- **INFORMATION**
-*-

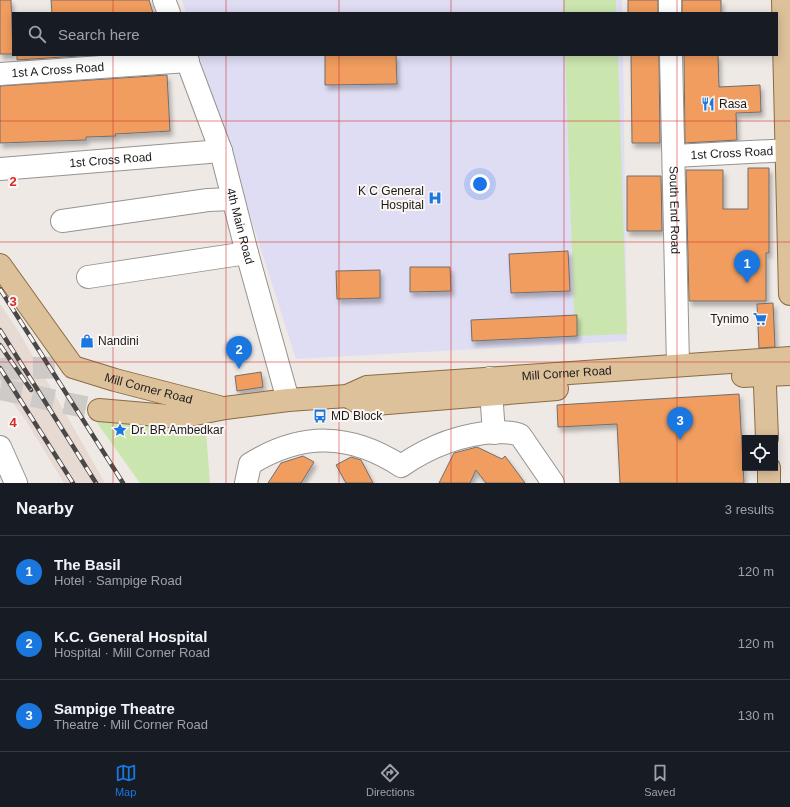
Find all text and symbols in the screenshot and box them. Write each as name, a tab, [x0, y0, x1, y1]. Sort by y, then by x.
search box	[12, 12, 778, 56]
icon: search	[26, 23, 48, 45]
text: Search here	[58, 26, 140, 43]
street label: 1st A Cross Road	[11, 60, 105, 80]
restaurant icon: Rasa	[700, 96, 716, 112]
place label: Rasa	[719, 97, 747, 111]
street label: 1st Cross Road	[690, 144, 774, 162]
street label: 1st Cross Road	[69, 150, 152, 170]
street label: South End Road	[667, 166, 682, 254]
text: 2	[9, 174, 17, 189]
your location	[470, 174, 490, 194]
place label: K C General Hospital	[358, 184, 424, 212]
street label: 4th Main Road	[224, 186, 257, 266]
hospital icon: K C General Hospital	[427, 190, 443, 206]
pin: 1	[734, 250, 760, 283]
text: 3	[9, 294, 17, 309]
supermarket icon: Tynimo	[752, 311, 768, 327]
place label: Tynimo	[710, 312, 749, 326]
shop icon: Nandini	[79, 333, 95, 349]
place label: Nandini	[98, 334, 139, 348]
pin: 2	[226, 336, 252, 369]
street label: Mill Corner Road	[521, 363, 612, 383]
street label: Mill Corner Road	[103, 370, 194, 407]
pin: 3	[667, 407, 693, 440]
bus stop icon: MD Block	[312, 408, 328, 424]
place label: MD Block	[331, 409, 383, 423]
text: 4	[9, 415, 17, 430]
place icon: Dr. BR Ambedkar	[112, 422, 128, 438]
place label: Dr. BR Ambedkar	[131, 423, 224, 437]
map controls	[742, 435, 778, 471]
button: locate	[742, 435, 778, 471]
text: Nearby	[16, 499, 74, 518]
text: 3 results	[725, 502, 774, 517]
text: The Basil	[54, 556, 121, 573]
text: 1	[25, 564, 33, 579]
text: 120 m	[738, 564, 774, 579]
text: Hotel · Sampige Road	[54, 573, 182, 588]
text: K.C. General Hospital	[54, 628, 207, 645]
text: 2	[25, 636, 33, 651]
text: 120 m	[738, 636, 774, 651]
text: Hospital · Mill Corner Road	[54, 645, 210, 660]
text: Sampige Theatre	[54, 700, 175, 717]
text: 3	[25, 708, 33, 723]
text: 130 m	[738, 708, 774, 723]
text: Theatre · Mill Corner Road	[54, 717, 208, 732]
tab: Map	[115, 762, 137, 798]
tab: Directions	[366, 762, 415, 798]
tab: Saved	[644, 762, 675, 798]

-*-

- **YOUR ASSIGNMENT**
Going through the records above, count the lines that include the word "Sampige". Give the number alone.

- **COMPLETED EXERCISE**
2